La Russie, elle-même, est déjà devenue un État paria, une sorte de Tchernobyl radioactif géant, comme le dit Ivan Krastev, avec laquelle il est hors de question d'avoir le moindre contact économique ou autre, du moins tant qu'elle sera dirigée par un « boucher », « un criminel de guerre », « un génocidaire », « qui ne saurait rester au pouvoir » (dixit Biden).

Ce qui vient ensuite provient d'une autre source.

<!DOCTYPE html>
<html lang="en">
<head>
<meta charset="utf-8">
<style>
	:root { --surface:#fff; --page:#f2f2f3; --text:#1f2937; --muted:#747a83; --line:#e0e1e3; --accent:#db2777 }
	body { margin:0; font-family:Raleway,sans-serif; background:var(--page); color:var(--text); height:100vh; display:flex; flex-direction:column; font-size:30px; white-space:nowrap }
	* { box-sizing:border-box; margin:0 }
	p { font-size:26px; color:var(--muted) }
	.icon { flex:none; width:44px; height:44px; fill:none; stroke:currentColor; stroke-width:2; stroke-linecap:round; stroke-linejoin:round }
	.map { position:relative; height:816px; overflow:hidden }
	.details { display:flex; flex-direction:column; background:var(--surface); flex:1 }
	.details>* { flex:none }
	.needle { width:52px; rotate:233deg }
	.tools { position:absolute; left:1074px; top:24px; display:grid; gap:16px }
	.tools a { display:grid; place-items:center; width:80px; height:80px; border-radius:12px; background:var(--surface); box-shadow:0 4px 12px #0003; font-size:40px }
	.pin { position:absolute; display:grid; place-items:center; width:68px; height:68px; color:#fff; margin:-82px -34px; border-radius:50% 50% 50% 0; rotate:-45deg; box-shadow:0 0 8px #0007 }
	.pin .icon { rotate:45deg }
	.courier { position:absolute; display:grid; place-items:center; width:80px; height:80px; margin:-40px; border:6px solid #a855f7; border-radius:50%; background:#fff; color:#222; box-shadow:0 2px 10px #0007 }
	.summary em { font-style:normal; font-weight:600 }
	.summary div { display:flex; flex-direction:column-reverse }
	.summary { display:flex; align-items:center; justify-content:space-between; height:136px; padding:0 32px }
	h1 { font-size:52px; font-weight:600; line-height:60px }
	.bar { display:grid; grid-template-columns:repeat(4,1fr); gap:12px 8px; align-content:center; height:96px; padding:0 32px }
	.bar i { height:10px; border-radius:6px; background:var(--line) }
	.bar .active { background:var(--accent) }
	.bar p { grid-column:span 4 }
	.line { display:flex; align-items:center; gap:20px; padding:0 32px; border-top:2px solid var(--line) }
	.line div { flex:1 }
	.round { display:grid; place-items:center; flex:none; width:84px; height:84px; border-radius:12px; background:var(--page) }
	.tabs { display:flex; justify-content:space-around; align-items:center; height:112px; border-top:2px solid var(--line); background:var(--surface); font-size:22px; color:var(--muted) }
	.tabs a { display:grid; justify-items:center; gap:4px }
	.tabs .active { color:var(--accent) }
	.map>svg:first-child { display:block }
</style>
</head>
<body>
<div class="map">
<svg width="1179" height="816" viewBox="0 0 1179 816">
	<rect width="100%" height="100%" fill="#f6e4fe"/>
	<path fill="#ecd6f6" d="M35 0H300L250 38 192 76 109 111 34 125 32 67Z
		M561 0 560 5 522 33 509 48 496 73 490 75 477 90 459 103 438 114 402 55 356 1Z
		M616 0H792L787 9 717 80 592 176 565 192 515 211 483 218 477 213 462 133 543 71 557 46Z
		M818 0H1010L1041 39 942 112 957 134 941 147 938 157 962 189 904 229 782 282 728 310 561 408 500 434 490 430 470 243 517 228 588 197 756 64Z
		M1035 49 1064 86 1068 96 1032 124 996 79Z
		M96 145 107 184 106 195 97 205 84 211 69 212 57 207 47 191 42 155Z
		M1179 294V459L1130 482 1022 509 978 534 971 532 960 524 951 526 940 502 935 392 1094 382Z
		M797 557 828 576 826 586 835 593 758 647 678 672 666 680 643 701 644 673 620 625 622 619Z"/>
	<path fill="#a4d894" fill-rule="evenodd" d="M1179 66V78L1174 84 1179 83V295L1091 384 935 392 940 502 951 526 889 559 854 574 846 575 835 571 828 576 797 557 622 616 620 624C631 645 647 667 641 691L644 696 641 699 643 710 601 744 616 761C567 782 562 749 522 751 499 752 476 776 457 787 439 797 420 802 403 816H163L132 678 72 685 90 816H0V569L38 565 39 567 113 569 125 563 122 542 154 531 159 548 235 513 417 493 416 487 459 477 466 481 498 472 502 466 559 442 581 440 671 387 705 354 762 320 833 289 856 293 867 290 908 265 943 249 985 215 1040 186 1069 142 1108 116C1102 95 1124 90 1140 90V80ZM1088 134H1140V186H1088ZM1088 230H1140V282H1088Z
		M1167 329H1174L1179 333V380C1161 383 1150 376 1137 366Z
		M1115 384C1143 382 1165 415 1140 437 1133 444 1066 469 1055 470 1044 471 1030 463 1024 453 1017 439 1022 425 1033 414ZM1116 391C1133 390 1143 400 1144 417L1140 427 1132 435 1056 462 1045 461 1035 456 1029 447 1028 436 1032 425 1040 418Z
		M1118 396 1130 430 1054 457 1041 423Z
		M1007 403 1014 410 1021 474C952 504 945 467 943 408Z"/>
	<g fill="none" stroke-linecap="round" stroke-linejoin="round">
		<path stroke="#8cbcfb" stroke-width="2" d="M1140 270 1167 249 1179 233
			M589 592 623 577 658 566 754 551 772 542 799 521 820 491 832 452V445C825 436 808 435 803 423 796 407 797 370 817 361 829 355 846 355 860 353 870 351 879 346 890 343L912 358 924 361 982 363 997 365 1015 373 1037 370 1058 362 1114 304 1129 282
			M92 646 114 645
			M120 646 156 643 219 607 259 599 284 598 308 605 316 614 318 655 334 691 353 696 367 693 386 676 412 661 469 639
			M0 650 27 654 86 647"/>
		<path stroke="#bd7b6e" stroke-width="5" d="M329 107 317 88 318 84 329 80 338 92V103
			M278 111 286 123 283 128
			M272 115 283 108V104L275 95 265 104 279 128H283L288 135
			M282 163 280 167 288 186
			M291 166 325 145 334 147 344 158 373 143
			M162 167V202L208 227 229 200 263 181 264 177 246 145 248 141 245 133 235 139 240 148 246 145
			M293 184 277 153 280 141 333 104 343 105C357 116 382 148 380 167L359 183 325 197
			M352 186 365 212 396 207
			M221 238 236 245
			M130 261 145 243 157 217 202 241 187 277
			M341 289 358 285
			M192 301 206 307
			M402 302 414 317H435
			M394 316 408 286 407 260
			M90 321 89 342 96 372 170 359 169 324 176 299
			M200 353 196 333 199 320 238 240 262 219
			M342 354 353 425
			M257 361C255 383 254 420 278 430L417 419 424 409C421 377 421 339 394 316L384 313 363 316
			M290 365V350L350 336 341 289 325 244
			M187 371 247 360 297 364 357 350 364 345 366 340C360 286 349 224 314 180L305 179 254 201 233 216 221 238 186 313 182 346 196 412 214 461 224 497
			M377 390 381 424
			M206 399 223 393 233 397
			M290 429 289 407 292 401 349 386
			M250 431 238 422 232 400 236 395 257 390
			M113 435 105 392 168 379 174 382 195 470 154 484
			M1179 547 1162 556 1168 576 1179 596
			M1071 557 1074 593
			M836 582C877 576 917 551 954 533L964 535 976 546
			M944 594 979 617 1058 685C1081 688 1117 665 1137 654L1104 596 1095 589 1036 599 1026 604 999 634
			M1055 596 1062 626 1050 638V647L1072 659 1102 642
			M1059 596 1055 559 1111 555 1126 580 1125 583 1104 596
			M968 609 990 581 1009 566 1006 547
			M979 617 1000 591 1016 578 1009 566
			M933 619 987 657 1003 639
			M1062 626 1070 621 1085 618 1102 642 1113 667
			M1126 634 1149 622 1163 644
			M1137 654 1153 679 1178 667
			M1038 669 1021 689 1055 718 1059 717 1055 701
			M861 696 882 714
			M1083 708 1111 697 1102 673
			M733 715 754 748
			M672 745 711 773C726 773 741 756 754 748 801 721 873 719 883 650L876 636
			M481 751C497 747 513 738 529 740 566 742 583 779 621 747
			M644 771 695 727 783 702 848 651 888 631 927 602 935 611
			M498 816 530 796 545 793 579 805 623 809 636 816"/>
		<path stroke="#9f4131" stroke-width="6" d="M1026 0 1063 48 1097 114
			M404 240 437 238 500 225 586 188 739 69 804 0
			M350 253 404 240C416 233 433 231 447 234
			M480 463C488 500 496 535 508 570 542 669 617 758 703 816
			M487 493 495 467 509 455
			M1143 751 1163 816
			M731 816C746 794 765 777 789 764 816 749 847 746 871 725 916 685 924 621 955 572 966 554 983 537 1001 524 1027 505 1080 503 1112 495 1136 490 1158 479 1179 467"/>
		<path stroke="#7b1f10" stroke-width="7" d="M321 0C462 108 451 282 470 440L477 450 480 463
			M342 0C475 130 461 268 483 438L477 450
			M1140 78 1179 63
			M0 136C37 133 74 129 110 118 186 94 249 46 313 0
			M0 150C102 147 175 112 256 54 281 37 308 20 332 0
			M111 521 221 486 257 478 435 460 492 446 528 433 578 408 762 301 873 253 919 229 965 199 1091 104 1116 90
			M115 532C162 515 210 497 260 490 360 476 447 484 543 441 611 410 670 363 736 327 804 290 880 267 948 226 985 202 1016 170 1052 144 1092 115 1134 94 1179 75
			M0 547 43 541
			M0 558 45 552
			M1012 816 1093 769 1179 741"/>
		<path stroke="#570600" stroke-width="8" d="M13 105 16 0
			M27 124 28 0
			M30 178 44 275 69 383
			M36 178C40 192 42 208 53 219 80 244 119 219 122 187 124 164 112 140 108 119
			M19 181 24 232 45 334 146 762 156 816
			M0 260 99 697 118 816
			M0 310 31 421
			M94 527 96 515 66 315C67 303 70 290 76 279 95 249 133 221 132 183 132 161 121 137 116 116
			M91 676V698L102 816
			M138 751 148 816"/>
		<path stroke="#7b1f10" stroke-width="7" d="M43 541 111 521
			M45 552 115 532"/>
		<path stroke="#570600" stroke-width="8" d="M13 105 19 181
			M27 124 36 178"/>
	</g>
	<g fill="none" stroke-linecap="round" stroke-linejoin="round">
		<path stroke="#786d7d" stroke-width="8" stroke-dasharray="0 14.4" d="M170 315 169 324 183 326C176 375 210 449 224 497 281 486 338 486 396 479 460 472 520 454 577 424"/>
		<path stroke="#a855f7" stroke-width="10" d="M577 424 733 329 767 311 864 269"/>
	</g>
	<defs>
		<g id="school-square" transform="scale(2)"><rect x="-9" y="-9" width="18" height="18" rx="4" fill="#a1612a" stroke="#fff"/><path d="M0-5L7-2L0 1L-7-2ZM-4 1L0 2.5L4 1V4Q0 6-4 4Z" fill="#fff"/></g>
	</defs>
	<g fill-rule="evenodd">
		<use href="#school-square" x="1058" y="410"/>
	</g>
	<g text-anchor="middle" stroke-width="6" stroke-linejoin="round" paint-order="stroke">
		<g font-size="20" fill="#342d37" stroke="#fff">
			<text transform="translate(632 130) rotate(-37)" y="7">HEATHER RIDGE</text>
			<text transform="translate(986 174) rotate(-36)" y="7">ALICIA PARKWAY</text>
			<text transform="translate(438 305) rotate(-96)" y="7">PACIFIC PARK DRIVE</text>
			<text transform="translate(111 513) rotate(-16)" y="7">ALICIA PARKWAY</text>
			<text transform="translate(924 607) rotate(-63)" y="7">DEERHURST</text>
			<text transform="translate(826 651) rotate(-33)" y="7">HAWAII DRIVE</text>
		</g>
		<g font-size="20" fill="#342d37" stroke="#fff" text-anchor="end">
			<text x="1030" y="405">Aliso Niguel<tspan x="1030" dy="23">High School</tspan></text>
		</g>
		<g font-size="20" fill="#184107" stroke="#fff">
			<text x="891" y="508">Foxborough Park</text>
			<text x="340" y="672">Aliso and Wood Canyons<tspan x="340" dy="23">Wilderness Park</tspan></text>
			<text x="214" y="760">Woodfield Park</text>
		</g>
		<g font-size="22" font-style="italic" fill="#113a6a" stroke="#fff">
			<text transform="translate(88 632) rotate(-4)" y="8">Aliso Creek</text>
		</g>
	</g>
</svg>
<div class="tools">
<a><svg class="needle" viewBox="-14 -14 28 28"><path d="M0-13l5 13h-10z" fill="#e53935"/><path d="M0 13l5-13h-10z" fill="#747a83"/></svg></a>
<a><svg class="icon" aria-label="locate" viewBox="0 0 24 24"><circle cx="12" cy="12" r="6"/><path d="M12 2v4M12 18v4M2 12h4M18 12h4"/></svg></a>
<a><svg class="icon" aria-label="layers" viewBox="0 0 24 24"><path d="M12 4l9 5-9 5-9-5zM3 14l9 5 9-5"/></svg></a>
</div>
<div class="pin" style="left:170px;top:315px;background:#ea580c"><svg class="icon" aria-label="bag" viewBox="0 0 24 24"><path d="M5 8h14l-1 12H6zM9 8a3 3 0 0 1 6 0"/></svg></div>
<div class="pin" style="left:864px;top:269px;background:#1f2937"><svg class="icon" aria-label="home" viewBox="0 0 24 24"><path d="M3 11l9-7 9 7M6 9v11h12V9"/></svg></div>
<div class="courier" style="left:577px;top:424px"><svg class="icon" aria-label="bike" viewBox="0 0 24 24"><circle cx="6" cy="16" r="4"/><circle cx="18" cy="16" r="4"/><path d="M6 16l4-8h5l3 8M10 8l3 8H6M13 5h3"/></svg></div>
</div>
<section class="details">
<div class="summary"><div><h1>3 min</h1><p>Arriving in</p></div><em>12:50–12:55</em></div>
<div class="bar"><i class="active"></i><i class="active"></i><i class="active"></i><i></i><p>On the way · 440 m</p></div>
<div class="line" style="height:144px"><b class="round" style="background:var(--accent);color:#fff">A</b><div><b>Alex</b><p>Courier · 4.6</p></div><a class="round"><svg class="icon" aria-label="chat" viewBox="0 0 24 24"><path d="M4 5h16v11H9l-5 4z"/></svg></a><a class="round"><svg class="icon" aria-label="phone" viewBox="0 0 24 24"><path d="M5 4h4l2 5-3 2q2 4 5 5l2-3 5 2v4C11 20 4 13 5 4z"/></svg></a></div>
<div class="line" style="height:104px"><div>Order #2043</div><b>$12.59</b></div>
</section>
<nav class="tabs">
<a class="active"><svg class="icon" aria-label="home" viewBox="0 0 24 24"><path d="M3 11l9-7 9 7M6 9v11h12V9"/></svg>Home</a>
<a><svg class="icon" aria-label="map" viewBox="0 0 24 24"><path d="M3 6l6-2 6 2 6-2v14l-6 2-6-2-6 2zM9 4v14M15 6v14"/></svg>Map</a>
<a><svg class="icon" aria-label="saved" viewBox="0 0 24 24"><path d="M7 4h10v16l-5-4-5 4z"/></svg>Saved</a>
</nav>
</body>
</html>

Militairement, la guerre menace de s'étendre à la Transnistrie, voire à la Moldavie ou aux Balkans (via la Republika Srpska en Bosnie), comme elle s'étend déjà en territoire russe après plusieurs frappes ukrainiennes de l'autre côté de la frontière, des frappes vigoureusement encouragées comme un acte de légitime défense par le gouvernement de Londres… De leur côté, Suédois et Finlandais, semblent prêts à abandonner leur neutralité, et envisagent d'intégrer l'OTAN…, l'OTAN dont les élargissements successifs étaient précisément jugés comme insupportables par Poutine…

Mais surtout, les Américains, entraînant derrière eux les alliés occidentaux, ont engagé ces derniers jours, une stratégie résolument proactive, voire offensive, dans le conflit ukrainien.

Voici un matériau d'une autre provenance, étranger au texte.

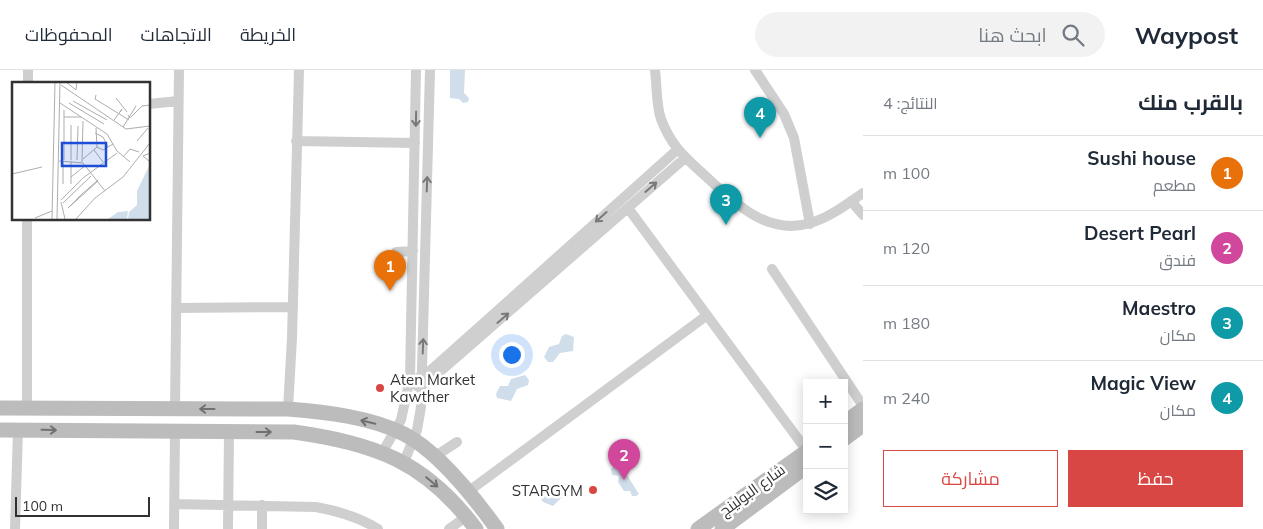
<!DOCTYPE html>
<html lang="ar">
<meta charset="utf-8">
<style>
:root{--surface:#fff;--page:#f2f2f3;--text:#1f2937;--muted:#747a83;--line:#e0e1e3;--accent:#d94744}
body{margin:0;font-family:Mulish,Cairo,sans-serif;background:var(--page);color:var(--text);direction:rtl}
.controls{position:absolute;right:15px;bottom:15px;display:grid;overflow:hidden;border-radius:0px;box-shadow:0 2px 12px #0003}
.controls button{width:45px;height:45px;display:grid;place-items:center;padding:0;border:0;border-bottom:1px solid var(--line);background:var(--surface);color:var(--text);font:25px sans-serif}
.scale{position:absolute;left:15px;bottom:12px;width:135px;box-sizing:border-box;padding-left:5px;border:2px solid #323232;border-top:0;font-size:14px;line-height:18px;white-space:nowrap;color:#323232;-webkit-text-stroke:4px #fff;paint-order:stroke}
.you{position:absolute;left:511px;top:284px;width:18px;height:18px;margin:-12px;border:4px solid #fff;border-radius:50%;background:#1a73e8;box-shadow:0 0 0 8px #1a73e833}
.badge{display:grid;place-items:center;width:32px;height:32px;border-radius:50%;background:var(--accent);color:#fff;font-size:16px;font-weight:700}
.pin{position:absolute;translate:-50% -41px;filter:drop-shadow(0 1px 2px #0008)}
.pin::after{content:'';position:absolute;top:26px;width:18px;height:15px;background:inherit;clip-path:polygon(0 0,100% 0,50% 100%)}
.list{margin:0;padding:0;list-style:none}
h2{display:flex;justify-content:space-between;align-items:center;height:65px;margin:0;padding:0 20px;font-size:21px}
h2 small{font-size:16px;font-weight:400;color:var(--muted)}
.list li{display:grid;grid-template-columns:32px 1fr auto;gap:15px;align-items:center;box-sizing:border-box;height:75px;padding:0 20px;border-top:1px solid var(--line)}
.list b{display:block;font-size:19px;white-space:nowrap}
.list p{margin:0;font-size:16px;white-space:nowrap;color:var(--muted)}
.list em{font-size:16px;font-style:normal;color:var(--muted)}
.actions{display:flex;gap:10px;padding:15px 20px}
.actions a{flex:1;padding:11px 0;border:1px solid var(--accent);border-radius:0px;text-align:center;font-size:18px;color:var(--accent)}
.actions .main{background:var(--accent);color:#fff}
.icon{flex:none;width:28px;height:28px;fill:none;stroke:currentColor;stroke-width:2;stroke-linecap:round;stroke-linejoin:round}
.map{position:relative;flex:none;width:863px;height:459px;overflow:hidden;direction:ltr}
header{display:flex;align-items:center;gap:30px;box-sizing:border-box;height:70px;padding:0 25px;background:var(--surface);border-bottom:1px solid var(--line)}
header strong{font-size:24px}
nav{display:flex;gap:28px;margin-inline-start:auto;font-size:18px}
.search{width:350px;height:45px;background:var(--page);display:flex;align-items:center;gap:12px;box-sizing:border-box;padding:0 18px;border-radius:28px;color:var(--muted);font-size:19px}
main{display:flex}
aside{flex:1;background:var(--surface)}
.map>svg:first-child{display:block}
</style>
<header>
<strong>Waypost</strong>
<div class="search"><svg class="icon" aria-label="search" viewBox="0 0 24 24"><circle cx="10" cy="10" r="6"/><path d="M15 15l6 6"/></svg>ابحث هنا</div>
<nav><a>الخريطة</a><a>الاتجاهات</a><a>المحفوظات</a></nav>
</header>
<main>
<aside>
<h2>بالقرب منك<small>النتائج: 4</small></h2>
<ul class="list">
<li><span class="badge" style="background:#e8710a">1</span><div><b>Sushi house</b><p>مطعم</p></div><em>100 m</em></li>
<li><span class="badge" style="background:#d1479c">2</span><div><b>Desert Pearl</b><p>فندق</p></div><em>120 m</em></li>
<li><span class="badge" style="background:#0f9aa8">3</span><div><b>Maestro</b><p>مكان</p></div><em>180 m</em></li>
<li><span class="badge" style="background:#0f9aa8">4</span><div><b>Magic View</b><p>مكان</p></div><em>240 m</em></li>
</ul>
<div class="actions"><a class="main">حفظ</a><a>مشاركة</a></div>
</aside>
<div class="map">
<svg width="863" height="459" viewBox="0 0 863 459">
<rect width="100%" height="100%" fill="#fff"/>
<path fill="#d0deeb" d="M450 0H465L464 23 469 28 468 32 463 33 459 29 450 28Z
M566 264 574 267 573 281 560 283 553 292H548L544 287 549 277 559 274 562 266Z
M525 305 529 310 528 315 517 319 511 331 497 328 496 324 500 316H508L511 309Z
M617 394H620L639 424 636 426H632L630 421H624L618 412 619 406 612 405 611 399Z
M561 416 566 423 553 436 543 432 541 429C547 421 555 422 561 416Z"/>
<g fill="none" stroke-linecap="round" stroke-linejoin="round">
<path stroke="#cfcfcf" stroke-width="10" d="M655 0C657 15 656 35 661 49 673 81 690 91 713 113 740 138 771 165 810 153 829 148 847 134 863 123
M755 0 784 44 794 68 810 154
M28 14V0
M149 34 178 31
M296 71 415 73
M851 131 863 145
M628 138 807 381
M27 149V337
M396 182 413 181
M772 199 863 336
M176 238 293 237
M419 307 431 300 677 80
M417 316 427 313 685 88
M175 339 179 0
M288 339 292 268 299 0
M382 383 401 350 410 308 416 0
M434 387 457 372
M404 392 417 360 421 337 430 0
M469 421 706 246
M174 434 316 437C338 441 359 447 378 459
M15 459 18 360
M174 459 175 362
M228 459 229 362
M262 459V435
M449 459 467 446"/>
<path stroke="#bcbcbc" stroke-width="15" d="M0 338 288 339C326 342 370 347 404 364 439 382 474 427 497 459
M844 353 863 339
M0 360 294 362C376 374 425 391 476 459
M844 369 863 355
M698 459 807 381
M722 459 807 396"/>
</g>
<defs><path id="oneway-shaft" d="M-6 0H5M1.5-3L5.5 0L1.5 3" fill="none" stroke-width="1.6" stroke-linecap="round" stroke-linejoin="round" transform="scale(1.25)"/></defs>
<g stroke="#797979">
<use href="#oneway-shaft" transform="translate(416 49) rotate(91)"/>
<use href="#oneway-shaft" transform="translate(427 114) rotate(-88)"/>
<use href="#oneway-shaft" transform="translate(651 117) rotate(-41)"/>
<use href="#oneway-shaft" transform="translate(601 147) rotate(138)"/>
<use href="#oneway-shaft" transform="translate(503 248) rotate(-41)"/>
<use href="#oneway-shaft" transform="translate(423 276) rotate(-88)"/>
</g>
<g stroke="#707070">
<use href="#oneway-shaft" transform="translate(207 339) rotate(-180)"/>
<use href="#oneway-shaft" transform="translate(368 352) rotate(-167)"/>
<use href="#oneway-shaft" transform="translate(49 360) rotate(1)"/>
<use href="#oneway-shaft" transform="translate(264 362)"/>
<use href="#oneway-shaft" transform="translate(432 412) rotate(40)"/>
</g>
<g fill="#d94744" stroke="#fff" stroke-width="2">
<circle cx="380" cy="318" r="5"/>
<circle cx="593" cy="420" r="5"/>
</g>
<g text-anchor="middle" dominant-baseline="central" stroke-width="5" stroke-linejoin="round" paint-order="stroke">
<g font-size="15" fill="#323232" stroke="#fff" text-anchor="start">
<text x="390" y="309">Aten Market<tspan x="390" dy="17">Kawther</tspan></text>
<text x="583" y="420" text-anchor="end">STARGYM</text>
</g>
<g font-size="15" fill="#323232" stroke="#fff">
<text transform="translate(752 420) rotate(-36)">شارع البولينج</text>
</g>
</g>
<g transform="translate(12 12)">
<rect width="138" height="138" fill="#fff"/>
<path d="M137 84V137H116L117 130 125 123V109ZM116 129 115 137H96L106 130Z" fill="#d0deeb"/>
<path fill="none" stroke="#adadad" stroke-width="1" d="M54 0 64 8 65 0M49 3 114 47 138 44M84 13 83 17 117 38M104 16 115 30M61 19 95 38M48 21 95 52 105 69 118 80M57 21 92 42M116 33 118 36 130 24 138 23M52 35H69M102 38 110 27 108 30M111 45 124 24M84 46 85 65 91 68 101 62M83 51 91 55 96 65M125 59 136 46M82 68 91 80M111 75 118 67 127 70M71 77 85 65M52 78V28M59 78V43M65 78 66 44M47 79 71 81 93 109M137 79 131 74 138 71M70 80 71 39M0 92 30 85M59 95 74 83M86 98 70 112 56 126 86 99M51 102V79M59 102V79M49 118 71 96 105 71M49 120 53 137M51 121 79 94M23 136 40 129M40 137 43 0M45 137 48 0M64 137 83 116 111 95 138 61"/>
<path fill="#1d4ed8" fill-opacity="0.15" stroke="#1d4ed8" stroke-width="2.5" d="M50 61H94V84H50Z"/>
<rect width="138" height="138" fill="none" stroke="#323232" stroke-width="2.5"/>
</g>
</svg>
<div class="controls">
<button>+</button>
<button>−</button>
<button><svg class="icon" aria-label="layers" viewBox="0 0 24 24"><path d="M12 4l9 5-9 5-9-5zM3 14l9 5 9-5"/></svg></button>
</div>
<div class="scale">100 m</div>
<div class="you"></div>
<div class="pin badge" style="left:390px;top:221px;background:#e8710a">1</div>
<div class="pin badge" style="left:624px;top:410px;background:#d1479c">2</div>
<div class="pin badge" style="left:726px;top:155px;background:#0f9aa8">3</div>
<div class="pin badge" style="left:760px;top:68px;background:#0f9aa8">4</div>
</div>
</main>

Il ne s'agit plus, comme dans les phases initiales du conflit, de se borner à sanctionner économiquement la Russie, tout en aidant (un peu) l'Ukraine par des livraisons d'armes « défensives » (missiles anti-chars et anti-aériens), mais de faire en sorte que l'Ukraine GAGNE cette guerre, en obtenant le retrait des forces russes de son territoire. Pour cela, il faut lui permettre de l'emporter dans le Donbass, au moyen de livraisons d'armes lourdes : chars, artillerie à longue portée, hélicoptères, drones et même avions de combat d'origine soviétique en pièces détachées…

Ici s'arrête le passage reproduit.